Work order:
Count every line in the data below where "Sort" occurs, then state that number and nothing more.

============================================================

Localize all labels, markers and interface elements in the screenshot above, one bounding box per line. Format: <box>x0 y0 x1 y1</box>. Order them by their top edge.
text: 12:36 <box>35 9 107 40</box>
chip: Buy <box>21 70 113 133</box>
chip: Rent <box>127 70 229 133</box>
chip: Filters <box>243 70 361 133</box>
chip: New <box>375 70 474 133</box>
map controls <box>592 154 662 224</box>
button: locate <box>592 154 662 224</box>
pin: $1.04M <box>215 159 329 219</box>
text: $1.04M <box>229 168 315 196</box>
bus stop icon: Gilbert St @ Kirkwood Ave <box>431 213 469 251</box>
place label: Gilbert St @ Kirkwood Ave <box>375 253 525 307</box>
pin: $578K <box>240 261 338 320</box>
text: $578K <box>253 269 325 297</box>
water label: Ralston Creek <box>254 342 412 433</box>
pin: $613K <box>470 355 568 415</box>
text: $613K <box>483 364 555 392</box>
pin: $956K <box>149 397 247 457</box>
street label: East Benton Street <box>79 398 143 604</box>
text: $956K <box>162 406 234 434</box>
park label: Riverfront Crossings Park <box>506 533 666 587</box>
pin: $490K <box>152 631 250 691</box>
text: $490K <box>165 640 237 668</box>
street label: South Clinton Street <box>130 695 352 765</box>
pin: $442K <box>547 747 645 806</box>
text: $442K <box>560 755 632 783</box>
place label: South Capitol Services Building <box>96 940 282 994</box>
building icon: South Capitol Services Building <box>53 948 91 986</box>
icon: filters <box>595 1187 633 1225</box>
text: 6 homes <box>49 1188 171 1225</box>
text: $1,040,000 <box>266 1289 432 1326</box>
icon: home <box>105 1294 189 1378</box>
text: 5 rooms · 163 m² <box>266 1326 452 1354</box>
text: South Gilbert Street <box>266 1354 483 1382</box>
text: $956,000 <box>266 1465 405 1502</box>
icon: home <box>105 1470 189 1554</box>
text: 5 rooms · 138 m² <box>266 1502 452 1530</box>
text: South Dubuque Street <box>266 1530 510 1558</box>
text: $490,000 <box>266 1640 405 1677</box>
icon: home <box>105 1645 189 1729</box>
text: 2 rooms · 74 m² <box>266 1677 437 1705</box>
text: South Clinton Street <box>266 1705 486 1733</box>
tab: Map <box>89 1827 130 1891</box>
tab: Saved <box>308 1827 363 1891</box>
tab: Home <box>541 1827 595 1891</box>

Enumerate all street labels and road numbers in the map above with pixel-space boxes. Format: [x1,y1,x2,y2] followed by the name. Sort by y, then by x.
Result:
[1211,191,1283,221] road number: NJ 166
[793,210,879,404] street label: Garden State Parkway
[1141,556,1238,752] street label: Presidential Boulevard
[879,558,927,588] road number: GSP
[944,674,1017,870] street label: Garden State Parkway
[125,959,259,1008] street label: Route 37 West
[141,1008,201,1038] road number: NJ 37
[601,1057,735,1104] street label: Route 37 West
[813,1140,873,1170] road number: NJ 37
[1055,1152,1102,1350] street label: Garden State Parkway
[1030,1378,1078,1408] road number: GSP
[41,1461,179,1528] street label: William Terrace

============================================================

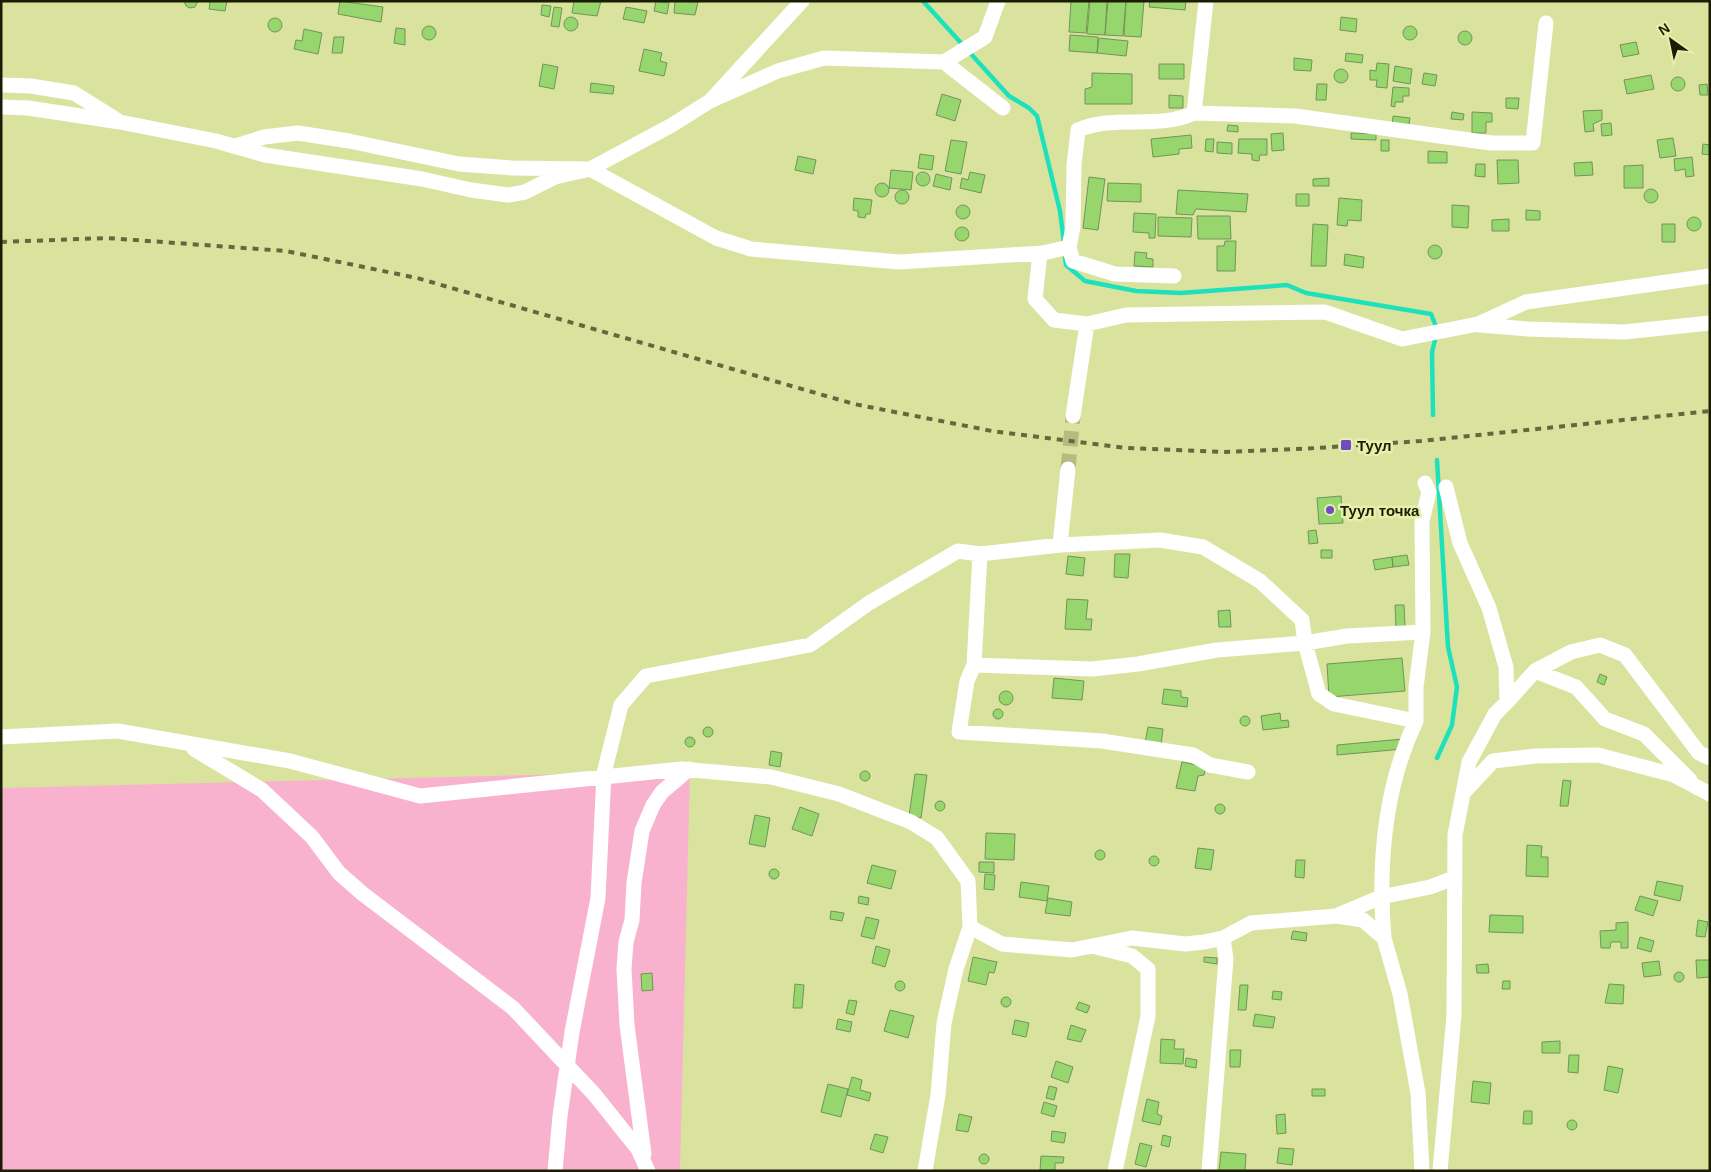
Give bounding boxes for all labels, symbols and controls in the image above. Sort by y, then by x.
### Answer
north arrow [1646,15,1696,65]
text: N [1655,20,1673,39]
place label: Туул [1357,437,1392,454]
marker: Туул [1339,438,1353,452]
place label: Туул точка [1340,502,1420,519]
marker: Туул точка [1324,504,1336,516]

============================================================

Response to the exercise:
2